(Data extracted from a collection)

========

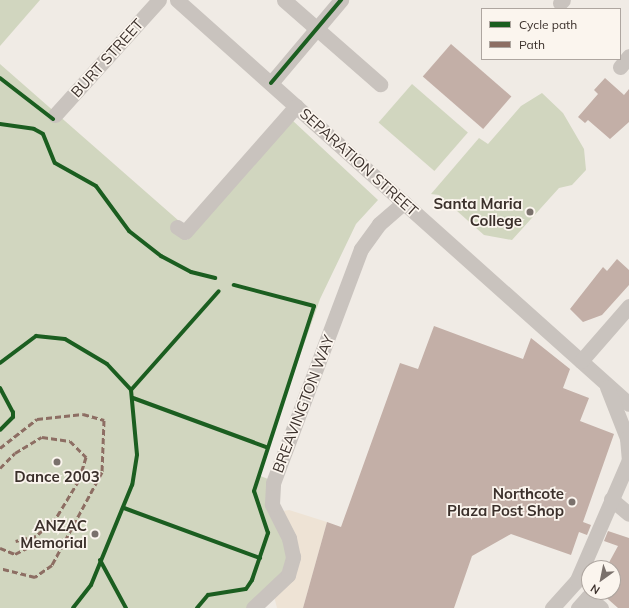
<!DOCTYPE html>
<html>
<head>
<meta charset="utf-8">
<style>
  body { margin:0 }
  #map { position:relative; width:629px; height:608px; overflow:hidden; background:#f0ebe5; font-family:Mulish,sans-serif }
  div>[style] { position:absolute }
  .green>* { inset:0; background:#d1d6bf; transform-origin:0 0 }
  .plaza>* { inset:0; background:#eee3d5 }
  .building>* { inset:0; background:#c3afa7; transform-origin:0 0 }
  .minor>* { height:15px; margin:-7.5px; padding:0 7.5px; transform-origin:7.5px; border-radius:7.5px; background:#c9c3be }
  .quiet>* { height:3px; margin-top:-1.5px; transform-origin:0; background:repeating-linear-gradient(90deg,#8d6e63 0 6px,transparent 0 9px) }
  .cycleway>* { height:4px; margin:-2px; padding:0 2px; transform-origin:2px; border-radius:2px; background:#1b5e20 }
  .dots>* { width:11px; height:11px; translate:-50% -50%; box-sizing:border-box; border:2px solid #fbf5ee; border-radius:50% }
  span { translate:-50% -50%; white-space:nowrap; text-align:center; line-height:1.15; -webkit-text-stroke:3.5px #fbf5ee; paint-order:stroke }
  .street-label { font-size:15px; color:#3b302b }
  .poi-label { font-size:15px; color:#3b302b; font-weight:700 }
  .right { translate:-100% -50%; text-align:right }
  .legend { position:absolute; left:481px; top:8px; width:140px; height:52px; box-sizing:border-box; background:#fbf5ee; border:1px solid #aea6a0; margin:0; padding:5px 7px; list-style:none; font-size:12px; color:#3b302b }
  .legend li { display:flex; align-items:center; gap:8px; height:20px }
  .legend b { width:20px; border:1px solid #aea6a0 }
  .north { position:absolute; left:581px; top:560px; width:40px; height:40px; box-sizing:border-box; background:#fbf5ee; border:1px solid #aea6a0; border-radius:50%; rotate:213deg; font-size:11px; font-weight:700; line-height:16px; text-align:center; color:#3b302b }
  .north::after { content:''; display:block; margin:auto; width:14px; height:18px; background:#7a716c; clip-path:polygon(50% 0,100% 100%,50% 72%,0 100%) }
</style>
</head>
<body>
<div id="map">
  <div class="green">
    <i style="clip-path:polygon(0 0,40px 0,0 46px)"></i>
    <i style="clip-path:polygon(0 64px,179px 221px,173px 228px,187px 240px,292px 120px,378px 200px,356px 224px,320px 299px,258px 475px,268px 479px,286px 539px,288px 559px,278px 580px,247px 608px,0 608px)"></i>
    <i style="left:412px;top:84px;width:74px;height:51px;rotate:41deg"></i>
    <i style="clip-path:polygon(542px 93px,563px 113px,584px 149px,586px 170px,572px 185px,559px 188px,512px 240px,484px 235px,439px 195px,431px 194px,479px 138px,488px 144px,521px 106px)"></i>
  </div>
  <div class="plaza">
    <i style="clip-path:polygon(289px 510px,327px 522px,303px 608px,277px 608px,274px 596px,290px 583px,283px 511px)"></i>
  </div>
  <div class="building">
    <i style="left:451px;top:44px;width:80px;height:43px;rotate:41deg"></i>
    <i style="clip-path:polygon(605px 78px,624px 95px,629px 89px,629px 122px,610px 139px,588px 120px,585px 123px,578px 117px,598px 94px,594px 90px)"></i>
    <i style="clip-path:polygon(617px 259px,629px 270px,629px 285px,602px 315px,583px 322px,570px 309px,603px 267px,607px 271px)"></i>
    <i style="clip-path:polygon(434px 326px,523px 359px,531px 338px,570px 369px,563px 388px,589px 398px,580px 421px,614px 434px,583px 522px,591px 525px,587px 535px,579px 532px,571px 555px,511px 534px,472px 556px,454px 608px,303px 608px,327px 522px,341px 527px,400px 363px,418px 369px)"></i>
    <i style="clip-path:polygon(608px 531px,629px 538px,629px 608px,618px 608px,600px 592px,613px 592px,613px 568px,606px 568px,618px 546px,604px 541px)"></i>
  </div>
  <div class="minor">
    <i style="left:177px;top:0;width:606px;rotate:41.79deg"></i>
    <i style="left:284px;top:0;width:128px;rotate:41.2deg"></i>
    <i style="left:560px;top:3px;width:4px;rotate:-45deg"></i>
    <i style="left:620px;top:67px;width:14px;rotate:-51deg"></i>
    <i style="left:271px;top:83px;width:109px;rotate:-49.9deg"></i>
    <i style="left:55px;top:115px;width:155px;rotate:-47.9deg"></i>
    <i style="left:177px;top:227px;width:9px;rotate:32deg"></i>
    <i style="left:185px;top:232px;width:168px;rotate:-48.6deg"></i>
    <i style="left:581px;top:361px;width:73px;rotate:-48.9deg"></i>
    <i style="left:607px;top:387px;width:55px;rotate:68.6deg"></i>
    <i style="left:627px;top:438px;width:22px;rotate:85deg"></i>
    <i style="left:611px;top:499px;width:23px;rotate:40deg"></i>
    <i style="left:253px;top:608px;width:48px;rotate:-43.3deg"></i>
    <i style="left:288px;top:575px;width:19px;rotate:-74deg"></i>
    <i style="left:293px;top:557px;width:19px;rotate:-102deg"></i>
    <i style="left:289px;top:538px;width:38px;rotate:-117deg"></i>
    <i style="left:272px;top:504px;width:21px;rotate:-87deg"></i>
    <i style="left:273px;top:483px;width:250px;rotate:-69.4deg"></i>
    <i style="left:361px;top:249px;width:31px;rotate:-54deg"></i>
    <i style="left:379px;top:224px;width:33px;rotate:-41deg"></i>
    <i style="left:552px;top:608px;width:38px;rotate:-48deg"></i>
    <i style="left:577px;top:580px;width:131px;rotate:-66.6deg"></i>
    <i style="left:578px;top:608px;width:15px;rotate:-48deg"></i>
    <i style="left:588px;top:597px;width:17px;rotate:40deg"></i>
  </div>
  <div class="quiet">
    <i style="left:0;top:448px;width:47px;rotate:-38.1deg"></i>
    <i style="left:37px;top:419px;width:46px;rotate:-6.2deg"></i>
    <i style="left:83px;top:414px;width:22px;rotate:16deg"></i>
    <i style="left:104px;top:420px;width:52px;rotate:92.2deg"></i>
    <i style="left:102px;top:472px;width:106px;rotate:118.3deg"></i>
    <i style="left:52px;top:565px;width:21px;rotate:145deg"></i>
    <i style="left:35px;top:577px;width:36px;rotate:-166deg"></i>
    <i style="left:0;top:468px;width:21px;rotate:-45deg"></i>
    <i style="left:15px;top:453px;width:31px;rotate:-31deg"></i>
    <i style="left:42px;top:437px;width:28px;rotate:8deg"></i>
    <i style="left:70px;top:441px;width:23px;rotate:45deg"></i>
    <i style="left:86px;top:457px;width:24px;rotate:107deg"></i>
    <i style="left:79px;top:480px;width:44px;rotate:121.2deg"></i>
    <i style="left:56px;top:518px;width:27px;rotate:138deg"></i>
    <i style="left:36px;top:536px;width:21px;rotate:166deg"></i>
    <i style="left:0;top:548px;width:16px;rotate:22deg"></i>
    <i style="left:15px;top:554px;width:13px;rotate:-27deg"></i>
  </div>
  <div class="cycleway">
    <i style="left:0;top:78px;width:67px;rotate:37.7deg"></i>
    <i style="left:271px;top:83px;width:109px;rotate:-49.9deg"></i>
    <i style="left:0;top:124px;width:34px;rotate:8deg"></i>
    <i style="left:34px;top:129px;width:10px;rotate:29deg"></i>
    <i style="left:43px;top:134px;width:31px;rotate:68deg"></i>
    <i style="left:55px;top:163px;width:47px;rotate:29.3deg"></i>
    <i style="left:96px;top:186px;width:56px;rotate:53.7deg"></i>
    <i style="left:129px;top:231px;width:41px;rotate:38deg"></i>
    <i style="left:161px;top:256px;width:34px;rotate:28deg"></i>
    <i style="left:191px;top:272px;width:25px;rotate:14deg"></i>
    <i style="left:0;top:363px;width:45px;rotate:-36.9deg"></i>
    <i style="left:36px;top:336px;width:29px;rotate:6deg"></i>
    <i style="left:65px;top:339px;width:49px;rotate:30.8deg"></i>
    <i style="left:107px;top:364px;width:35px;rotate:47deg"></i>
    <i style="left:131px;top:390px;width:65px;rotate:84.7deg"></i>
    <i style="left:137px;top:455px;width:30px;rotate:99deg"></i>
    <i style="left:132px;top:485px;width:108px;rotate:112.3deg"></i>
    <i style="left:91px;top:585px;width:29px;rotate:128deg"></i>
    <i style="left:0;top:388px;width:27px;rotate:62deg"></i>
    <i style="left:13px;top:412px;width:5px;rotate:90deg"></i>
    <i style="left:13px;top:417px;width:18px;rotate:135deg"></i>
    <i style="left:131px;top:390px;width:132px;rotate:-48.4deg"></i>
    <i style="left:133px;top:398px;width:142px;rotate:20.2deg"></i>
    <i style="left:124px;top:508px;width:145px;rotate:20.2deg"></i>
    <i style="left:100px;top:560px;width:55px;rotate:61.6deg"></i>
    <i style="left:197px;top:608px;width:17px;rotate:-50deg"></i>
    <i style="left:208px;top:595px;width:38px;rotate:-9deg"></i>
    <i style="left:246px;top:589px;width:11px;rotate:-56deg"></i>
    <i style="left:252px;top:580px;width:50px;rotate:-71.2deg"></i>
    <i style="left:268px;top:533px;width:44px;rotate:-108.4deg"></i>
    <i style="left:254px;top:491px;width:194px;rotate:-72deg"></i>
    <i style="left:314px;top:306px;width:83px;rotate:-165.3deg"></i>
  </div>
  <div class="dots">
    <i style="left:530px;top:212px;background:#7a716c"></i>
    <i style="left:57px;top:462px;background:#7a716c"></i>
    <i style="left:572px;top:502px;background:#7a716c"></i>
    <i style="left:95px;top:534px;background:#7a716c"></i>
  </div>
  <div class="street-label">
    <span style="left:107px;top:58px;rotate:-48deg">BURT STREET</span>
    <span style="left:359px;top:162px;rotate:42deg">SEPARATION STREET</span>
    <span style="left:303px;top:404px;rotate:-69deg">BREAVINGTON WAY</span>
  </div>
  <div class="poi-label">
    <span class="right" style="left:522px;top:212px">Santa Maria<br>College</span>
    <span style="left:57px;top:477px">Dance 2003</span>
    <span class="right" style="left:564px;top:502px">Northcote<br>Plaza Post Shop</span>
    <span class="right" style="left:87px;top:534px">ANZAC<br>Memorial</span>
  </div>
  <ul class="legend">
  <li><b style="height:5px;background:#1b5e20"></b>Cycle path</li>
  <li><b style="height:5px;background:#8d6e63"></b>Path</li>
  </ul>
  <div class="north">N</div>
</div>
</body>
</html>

========

- [What you will do]: Up to and including the line that contains "inset:0; background:#d1d6bf; transform-origin:0", print the records above exactly from their first line, without any pictures.

- [Answer section]:
<!DOCTYPE html>
<html>
<head>
<meta charset="utf-8">
<style>
  body { margin:0 }
  #map { position:relative; width:629px; height:608px; overflow:hidden; background:#f0ebe5; font-family:Mulish,sans-serif }
  div>[style] { position:absolute }
  .green>* { inset:0; background:#d1d6bf; transform-origin:0 0 }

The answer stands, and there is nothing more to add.